A fairly terrible article appeared recently in the New York Times. The article, which I’ll not be linking to lest I give them traffic I don’t think they deserve, asked the question “should obesity be considered a disease.”
Now, I would be thrilled if the authors were asking questions like – “how can [weight in pounds] x 703 divided by [height in inches]2 be a diagnosis for a disease? Or, if that does constitute a disease diagnosis, how will we be treating Tom Cruise, Mel Gibson, people of above average height (since a squared equation in a three dimensional world skews toward “diagnosing” tall people as obese) and a good chunk of the NFL? Or how about, “How can a body size constitute a disease diagnosis when people of that size have extremely varied health outcomes and when studies show that health outcomes are changed by behavior regardless of body size?” Or, “How can we diagnose a group of people with a disease just because their physical appearance is correlated (without causal relation) with a higher incidence of diseases?” Or, “Why did the AMA ignore the recommendation of their Council on Science and Public Health who they themselves commissioned to study this question for a year, and who recommended that obesity should NOT be categorized as a disease?”
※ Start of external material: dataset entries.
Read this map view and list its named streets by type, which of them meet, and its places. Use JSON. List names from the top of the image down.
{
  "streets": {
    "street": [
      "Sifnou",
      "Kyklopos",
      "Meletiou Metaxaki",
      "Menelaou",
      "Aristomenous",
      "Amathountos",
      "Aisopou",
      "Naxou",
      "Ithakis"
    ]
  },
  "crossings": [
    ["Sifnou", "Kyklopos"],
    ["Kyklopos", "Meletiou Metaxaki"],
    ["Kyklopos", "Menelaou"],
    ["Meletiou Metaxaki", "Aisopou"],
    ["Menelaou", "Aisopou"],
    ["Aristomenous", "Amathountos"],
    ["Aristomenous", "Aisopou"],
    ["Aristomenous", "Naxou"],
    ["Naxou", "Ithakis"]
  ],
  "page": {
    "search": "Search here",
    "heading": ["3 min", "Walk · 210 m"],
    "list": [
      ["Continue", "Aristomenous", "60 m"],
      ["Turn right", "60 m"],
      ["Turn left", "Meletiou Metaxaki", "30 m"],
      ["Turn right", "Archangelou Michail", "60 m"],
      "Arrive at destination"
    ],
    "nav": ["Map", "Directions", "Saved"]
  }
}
But no, alas they aren’t asking those questions. They are predictably worried that a disease diagnosis might convince the big fat fatties not to try to lose weight. “Suggesting that one’s weight is a fixed state — like a long-term disease — made attempts at weight management seem futile, and thus undermined the importance that obese individuals placed on health-focused dieting and concern for weight.”
I think they do raise an important point, but not in the way they think. To say that weight loss attempts are futile would suggest that people end up at the same weight. While that is the experience of some, many people who make intentional weight loss attempts actually gain back more weight than they lost. So if obesity is a “disease” and weight loss is the “treatment,” than we are prescribing something that results in the exact opposite of the intended effect for the majority of patients, with no proof that even the small majority who succeed will be healthier for it.
Here’s where someone will jump in and say that this is because people “go back to their old eating habits.” First of all, let’s get real with the fact that intentional weight loss (whether you call it a lifestyle change, or a diet, or something else) is about feeding our body less fuel than it needs, in the hope that it will consume itself and become smaller, with the additional separate hope that greater health will come along for the ride. I think there is good research that shows that the body has a number of reactions to this that are created with the express purpose of regaining and maintaining weight, even if the dieter maintains their habits. I also think that in this case we have to realize that “going back to their old eating habits” actually means no longer feeding the body less fuel that it needs to complete its daily tasks. I think that the research shows that almost everyone can lose weight in the short term, and almost everyone gains it back in the long term, with a majority of people gaining back more than they lost. I think that the diet industry has done an excellent (and profitable!) job of taking credit for the first part of a biological response and blaming their clients for the second part.
But even if we employ enough willful suspension of disbelief to suggest that it’s true that it’s the dieter’s fault that they gain back the weight, the “treatment” for the “disease” of obesity still fails to meet the guidelines for ethical medicine – if almost everyone with a disease who attempts an intervention is unsuccessful (with the majority actually making their disease worse) then medical science needs a new intervention regardless of the reason. For example, if a protocol of prescriptions is so complicated that only a tiny fraction of people is able to engage in it successfully, and the majority of people actually exacerbate their disease state by trying to follow it, then the proper course is to look for new interventions, not blame the patients and just keep prescribing it knowing that it will make the disease worse for the majority of patients.
In the meantime, if the doctor isn’t telling the patients that their “prescription” is likely to have the exact opposite of the intended effect, then they are not meeting their ethical requirements for informed consent. Since the earliest studies on weight loss, there has not been a single study in which more than a tiny fraction of participants have succeeded at long term weight loss. Not a single study. There is also not a single study of successful long term dieters showing that their dieting lead to better health (in fact, a study by Mann and Tomiyama showed that there wasn’t a strong connection at all.) So, even if we buy the idea that obesity is a disease and that making obese people smaller will make them healthier, we still run smack into the fact that we don’t actually know how to get that done and that the thing that we’ve been prescribing for decades actually has the opposite of the intended effect the majority of the time.
So even if we think that being obese is, in and of itself, a disease state (and I don’t think that it is), knowing that the majority of weight loss interventions end by making the subjects fatter than when they started, would lead to the conclusion that the NYT authors’ concerns are completely unfounded and, actually the BEST that we can hope for is that classifying obesity as a disease leads to obese people not taking part in weight loss interventions. Not because those weight loss interventions are futile, but because they are actually far worse.